Social Security is, in theory, “gender neutral” – benefits are doled out equally to individuals without respect to their gender identity. Although that formula fails to take into account the unpaid labor women often complete at home, and also overlooks differences in pay rates, the program has still been invaluable in helping women maintain economic stability in their older years. Social Security is of massive importance to older Americans, and is often the most common and the largest source of income for folks in their age ranges. Since decades of inequity add up, women are less economically secure than men by the time they reach 65 – Social Security is paramount in their lives.

Here are the cold, hard facts:

+ 85% of women receive income from Social Security who are aged 65 or older; they receive a greater share of their overall income from Social Security than men do in older age. The need and relative benefit of the program only increases with age, although once women hit 65 they’re likely receiving a large share of their income from SS regardless. For women who are unmarried and living alone, 48% of their income source is a Social Security check; anywhere from 29% to 67% of all women rely on those checks for 100%, 80%, or even 50% of their economic needs.

+ Across the board, women of all races rely on the Social Security program to survive. But as you parse statistics for race and ethnicity, it becomes clear that the program is sustaining non-white people of all genders economically. The largest gender gap in Social Security reliance occurs between white men and women; people of color and women both suffer from workplace inequity over their lifetimes and thus need Social Security in place of retirement funds to stay out of poverty. Women of color in particular are hit hard economically in older age as a result of holding typically low-earning positions throughout their lives.

+ According to the Institute for Women’s Policy Research, married and unmarried women rely on Social Security for 90 percent or more of their income more than their male companions do regardless of race. (The one exception is unmarried black men versus unmarried black women, in which 42 percent of men and 39 percent of women rely on Social Security to that degree.)

+ Without Social Security, 25 million people would fall below the poverty line. Irregardless of race, the absence of Social Security would send women over 65 into poverty at disastrous rates; for women over 75, it would put a majority of them below the poverty line.

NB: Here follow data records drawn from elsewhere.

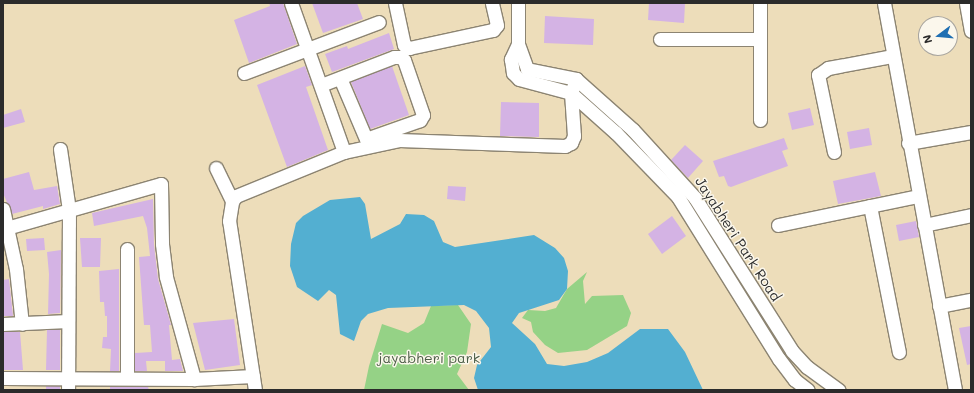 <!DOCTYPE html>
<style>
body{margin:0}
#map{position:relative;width:974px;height:393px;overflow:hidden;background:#edddba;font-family:Mali,sans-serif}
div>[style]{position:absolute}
.green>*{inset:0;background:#95d286}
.water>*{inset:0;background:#53afd1}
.building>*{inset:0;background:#d4b3e4}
.roads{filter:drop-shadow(1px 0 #8c8472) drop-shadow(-1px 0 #8c8472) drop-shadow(0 1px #8c8472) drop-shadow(0 -1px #8c8472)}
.minor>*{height:13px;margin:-6.5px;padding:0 6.5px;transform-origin:6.5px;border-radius:6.5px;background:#fff}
span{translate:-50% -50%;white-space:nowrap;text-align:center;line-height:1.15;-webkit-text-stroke:3px #fbf7ec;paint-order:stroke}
.street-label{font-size:14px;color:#2b2b2b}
.park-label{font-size:14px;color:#4b5d46}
.frame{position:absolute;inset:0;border:4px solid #2b2b2b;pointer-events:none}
.north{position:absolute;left:918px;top:16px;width:40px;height:40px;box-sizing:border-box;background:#fbf7ec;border:1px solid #a8a59f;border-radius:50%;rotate:254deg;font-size:11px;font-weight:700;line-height:16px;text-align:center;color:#2b2b2b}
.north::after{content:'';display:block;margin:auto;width:14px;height:18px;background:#1f6fb2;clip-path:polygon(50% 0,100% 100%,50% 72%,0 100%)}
</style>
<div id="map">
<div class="green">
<div style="clip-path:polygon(587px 272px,583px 281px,585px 304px,592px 296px,623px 295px,631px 313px,627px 326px,587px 350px,558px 353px,545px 345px,533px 332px,531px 322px,522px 318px,528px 310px,545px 311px,556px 308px,567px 289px)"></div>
<div style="clip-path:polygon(458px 305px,471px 324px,467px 352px,457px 374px,469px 390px,364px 390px,369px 366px,382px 324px,408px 333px,424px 323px,431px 306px)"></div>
</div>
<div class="water">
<div style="clip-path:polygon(360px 197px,365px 204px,371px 239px,400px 224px,406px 214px,424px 215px,434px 221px,443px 242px,455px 247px,534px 235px,555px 248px,564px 258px,568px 271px,567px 289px,559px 300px,519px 313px,512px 323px,535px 344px,547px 364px,564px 366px,587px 362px,608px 353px,640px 329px,668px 329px,685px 352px,703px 390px,478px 390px,474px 378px,477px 365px,491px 347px,489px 328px,476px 311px,464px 305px,388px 308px,368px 314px,361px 321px,354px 341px,340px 334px,336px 295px,329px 290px,318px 301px,297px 287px,290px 266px,291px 244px,296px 223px,303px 216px,330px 200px)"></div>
</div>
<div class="building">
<div style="clip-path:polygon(269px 3px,283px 3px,297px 44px,249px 63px,234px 20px,270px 6px)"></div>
<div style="clip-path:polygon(312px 3px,357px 3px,363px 19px,323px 33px)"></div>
<div style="clip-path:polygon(649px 3px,685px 3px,684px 23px,648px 20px)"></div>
<div style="clip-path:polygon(545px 16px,594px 19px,593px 45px,544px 43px)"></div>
<div style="clip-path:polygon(389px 33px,394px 49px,332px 72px,325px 54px,347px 46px,348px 49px)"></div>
<div style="clip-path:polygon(305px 66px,312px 85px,306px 87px,328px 150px,287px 167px,257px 85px)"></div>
<div style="clip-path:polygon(392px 66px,409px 115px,370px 129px,351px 82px)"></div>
<div style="clip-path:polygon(501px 102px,539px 103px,539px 137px,500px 136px)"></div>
<div style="clip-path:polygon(810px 108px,814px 125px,792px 130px,788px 113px)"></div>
<div style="clip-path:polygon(21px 109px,25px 122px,3px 128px,3px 115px)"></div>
<div style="clip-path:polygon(869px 128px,872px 145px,850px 149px,847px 132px)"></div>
<div style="clip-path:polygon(784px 138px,788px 149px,782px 151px,788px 166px,731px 187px,728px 186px,724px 176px,719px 177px,713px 161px)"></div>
<div style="clip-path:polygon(685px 145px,703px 161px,688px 178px,671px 160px)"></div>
<div style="clip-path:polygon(29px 172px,34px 190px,57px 186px,60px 204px,43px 209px,43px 206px,12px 214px,3px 193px,3px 179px)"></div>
<div style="clip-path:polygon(875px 172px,881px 196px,838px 204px,833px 181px)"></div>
<div style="clip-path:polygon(448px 186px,466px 187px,465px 201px,447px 199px)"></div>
<div style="clip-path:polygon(153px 199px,154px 245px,158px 279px,171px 325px,169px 325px,172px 360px,180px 359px,183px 371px,165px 371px,165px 361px,146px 361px,147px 371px,135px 371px,135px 353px,152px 352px,150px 325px,144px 325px,140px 271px,139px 257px,150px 256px,147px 228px,143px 216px,94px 226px,92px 213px)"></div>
<div style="clip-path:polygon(672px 216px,686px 236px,662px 254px,648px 234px)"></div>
<div style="clip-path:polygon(916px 221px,919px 237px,899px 241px,896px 225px)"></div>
<div style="clip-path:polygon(44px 238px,45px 250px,27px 251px,26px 239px)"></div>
<div style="clip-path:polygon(80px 238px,101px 238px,100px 267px,82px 267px)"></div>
<div style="clip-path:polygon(61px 250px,60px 313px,48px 314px,49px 274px,47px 252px)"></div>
<div style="clip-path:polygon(119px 269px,119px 371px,110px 371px,111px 349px,102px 348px,103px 337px,107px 337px,107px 316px,105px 316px,104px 302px,100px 302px,99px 271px)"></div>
<div style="clip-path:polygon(9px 279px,13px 316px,4px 316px,3px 280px)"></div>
<div style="clip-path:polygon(234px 319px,240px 365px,205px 370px,193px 323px)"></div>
<div style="clip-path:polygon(971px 326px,971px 364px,967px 365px,959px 328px)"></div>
<div style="clip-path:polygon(60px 329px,60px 370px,46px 370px,47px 330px)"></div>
<div style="clip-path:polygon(3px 332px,20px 332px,23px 370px,4px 370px)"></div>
<div style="clip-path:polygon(46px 386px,60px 386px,60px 390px,46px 390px)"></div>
<div style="clip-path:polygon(110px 387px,148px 387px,149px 390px,110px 390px)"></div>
</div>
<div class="roads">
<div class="minor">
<div style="left:291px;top:3px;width:158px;rotate:70.4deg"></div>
<div style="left:395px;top:3px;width:43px;rotate:77.9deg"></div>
<div style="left:404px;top:45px;width:6px;rotate:31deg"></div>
<div style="left:409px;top:48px;width:86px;rotate:-12.1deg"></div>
<div style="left:493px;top:30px;width:6px;rotate:-51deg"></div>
<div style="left:497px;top:25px;width:23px;rotate:-103deg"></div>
<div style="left:518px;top:3px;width:41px;rotate:90deg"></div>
<div style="left:518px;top:44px;width:27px;rotate:70deg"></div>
<div style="left:527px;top:69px;width:50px;rotate:11.5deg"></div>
<div style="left:576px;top:79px;width:76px;rotate:41.8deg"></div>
<div style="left:633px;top:130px;width:92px;rotate:47.6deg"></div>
<div style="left:695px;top:198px;width:181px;rotate:57.6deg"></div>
<div style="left:792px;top:351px;width:22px;rotate:47deg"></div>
<div style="left:807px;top:367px;width:39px;rotate:36deg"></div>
<div style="left:760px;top:3px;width:117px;rotate:90deg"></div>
<div style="left:884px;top:3px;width:393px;rotate:79.6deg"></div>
<div style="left:966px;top:3px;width:28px;rotate:80deg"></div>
<div style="left:660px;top:39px;width:99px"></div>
<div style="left:518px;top:44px;width:17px;rotate:115deg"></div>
<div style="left:511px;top:59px;width:14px;rotate:82deg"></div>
<div style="left:513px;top:73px;width:8px;rotate:45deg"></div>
<div style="left:519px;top:79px;width:54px;rotate:15.1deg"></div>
<div style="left:571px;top:93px;width:60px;rotate:41.6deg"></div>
<div style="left:616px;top:133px;width:89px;rotate:45.9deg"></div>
<div style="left:678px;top:197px;width:191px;rotate:58.1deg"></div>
<div style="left:779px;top:359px;width:26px;rotate:53deg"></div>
<div style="left:795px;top:380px;width:16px;rotate:38deg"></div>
<div style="left:244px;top:73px;width:144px;rotate:-20.7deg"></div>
<div style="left:321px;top:85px;width:78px;rotate:-21deg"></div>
<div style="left:394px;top:57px;width:6px"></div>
<div style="left:400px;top:57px;width:5px;rotate:37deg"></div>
<div style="left:404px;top:60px;width:58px;rotate:70.9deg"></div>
<div style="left:423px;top:115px;width:6px;rotate:121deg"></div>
<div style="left:420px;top:120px;width:57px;rotate:160.6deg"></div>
<div style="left:366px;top:139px;width:66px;rotate:-113.1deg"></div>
<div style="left:908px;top:143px;width:64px;rotate:-9.9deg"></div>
<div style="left:60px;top:149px;width:62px;rotate:81.6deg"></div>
<div style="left:69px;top:210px;width:180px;rotate:90.3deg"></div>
<div style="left:834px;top:152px;width:79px;rotate:-101.7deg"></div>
<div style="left:818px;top:75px;width:12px;rotate:-35deg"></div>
<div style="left:828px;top:68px;width:66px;rotate:-10.5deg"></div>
<div style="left:216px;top:168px;width:37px;rotate:64deg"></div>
<div style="left:870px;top:206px;width:149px;rotate:78.8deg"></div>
<div style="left:3px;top:209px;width:61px;rotate:77.8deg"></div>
<div style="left:16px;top:269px;width:55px;rotate:83.8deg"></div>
<div style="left:778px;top:225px;width:143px;rotate:-11.7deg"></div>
<div style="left:924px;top:225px;width:48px;rotate:-12deg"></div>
<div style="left:3px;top:229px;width:164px;rotate:-15.9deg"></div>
<div style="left:161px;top:184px;width:60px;rotate:89deg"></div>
<div style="left:162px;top:244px;width:33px;rotate:83deg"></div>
<div style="left:166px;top:277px;width:106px;rotate:74.6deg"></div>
<div style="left:939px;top:306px;width:33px;rotate:-11deg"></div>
<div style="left:3px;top:324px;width:65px;rotate:-2.6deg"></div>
<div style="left:3px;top:378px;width:191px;rotate:0.3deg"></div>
<div style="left:194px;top:379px;width:59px;rotate:-2.9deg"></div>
<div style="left:127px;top:378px;width:129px;rotate:-90deg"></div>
<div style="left:255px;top:390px;width:171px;rotate:-98.7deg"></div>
<div style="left:229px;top:221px;width:20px;rotate:-81deg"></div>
<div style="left:232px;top:201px;width:6px;rotate:-51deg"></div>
<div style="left:236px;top:196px;width:117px;rotate:-22.2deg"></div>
<div style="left:344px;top:152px;width:56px;rotate:-12.3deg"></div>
<div style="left:399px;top:140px;width:166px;rotate:2.1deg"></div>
<div style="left:565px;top:146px;width:7px;rotate:-27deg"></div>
<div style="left:571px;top:143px;width:8px;rotate:-67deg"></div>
<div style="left:574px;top:136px;width:43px;rotate:-94deg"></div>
<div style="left:571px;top:93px;width:15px;rotate:-70deg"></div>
</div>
</div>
<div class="street-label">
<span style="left:738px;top:239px;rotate:57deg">Jayabheri Park Road</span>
</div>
<div class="park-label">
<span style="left:429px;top:358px">jayabheri park</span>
</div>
<div class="frame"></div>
<div class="north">N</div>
</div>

Although Social Security could use a little bit of modernization, and could be more sensitive to LGBT and gender discrimination, the program’s continued livelihood overall is a huge victory for women’s rights advocates, all of whom have stood united time and time again against threats to shut it down. Social Security is keeping elderly women alive, well, and secure; unlike Wall Street investments, it’s a reliable and consistent source of income.

Without Social Security, women’s lives and futures would look much different in this country – so today, let’s celebrate 78 years of support and solvency.